■ **Exercise brief**: Every line holding the word "かまくらみち" should be copied from the material.

■ **Dataset extract**:
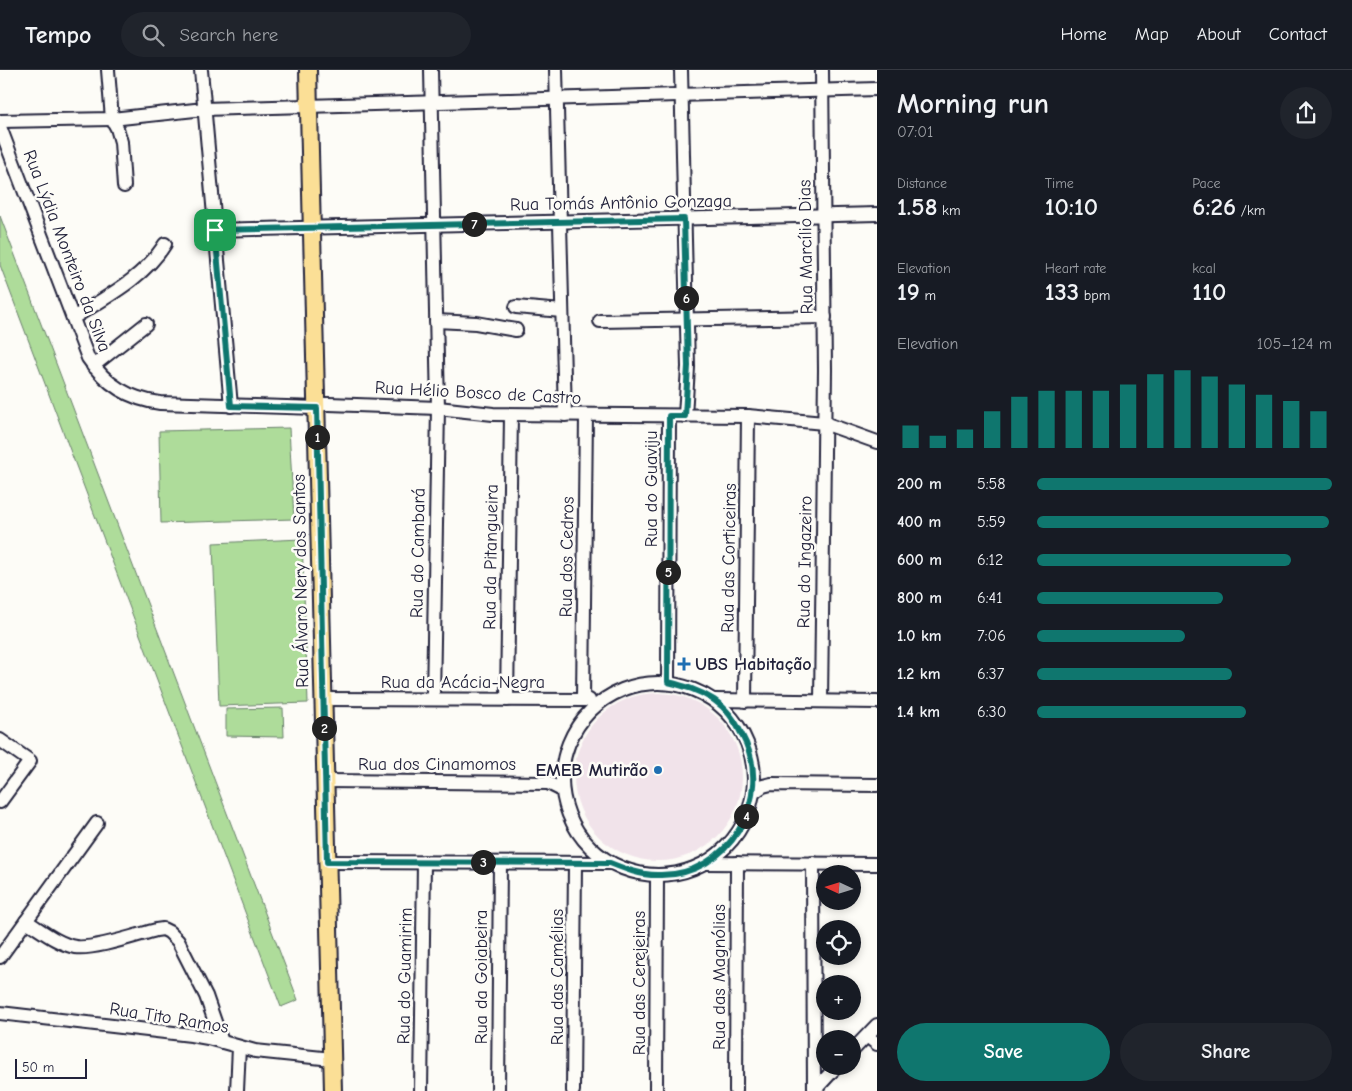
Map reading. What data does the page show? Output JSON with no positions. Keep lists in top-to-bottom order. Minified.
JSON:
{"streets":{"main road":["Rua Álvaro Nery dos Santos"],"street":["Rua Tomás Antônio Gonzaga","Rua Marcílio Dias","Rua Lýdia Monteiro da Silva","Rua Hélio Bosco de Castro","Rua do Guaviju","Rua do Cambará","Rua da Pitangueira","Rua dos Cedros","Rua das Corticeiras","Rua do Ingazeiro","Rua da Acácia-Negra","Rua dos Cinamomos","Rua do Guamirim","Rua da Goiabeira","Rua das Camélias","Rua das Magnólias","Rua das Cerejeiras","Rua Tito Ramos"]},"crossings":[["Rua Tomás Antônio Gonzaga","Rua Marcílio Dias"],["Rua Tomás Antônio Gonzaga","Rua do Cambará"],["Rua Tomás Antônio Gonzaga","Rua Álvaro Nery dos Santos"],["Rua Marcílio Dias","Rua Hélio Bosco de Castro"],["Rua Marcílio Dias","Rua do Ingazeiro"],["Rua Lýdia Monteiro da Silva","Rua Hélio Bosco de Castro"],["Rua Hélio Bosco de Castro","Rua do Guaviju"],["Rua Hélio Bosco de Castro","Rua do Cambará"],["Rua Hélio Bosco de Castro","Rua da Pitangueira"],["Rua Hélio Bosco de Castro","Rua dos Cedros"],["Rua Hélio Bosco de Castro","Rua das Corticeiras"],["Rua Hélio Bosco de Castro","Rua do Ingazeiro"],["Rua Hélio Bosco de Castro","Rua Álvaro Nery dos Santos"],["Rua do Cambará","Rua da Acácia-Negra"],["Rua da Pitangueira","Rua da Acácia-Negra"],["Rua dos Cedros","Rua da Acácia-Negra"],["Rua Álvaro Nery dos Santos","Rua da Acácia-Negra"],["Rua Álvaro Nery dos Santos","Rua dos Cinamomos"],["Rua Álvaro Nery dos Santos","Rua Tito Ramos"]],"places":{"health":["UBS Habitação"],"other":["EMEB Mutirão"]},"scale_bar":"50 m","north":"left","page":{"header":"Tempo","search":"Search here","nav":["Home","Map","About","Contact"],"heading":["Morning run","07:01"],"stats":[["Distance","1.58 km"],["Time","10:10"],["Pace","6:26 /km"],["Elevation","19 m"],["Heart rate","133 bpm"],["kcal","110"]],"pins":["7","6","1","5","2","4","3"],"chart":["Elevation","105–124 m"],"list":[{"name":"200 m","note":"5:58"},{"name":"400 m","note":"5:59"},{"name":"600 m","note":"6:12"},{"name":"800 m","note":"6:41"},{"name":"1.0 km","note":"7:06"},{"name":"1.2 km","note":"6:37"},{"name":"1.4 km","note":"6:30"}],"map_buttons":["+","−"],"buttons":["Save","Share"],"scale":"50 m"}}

--

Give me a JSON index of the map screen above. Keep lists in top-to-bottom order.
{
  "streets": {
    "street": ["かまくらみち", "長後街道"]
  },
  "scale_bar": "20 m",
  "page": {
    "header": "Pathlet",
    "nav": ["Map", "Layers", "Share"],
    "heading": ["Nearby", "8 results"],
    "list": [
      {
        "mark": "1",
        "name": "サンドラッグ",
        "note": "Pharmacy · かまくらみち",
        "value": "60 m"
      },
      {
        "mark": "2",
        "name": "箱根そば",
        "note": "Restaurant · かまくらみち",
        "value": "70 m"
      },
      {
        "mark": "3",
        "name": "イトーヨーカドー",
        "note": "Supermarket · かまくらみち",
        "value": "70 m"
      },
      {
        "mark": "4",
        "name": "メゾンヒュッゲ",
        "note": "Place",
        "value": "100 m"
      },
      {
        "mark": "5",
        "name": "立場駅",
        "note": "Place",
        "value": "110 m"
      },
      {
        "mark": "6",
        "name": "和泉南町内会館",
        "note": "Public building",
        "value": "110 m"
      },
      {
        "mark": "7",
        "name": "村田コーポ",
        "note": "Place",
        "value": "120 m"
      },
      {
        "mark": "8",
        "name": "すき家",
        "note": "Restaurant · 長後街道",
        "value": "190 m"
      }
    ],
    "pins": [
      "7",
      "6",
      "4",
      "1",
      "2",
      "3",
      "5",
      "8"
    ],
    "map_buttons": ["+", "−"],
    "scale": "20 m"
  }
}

■ **Written reply**:
    "street": ["かまくらみち", "長後街道"]
        "note": "Pharmacy · かまくらみち",
        "note": "Restaurant · かまくらみち",
        "note": "Supermarket · かまくらみち",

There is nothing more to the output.